What this task involves:
Identify, in the records below, every line where the string "building" appears, and copy each such line.

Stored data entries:
* * *
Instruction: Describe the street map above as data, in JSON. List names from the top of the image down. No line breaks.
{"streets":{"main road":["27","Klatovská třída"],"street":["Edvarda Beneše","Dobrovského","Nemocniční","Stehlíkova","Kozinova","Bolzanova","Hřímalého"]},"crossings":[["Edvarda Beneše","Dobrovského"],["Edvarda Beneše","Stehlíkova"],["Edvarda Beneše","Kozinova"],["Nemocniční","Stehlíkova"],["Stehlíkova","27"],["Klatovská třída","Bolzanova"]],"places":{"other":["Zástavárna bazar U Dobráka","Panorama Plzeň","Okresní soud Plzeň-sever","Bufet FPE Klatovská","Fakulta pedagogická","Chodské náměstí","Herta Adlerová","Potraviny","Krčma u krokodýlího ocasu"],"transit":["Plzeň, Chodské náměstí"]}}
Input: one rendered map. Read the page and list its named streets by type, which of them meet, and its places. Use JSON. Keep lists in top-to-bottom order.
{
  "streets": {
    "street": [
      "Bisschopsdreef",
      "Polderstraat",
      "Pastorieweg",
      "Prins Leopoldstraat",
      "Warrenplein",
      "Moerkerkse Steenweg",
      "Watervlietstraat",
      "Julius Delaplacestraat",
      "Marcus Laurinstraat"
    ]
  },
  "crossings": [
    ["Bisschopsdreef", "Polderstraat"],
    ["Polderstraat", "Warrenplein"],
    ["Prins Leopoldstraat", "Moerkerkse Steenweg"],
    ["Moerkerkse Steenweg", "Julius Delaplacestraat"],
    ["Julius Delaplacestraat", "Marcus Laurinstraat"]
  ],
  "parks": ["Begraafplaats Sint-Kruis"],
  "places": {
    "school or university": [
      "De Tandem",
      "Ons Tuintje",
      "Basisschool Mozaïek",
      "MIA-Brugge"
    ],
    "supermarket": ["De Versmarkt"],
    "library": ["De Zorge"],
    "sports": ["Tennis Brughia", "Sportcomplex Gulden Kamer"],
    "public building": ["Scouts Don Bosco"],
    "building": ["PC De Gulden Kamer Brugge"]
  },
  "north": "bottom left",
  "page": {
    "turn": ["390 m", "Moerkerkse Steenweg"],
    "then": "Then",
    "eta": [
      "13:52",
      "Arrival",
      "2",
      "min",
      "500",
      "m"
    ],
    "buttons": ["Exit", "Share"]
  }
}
* * *
Task response:
    "public building": ["Scouts Don Bosco"],
    "building": ["PC De Gulden Kamer Brugge"]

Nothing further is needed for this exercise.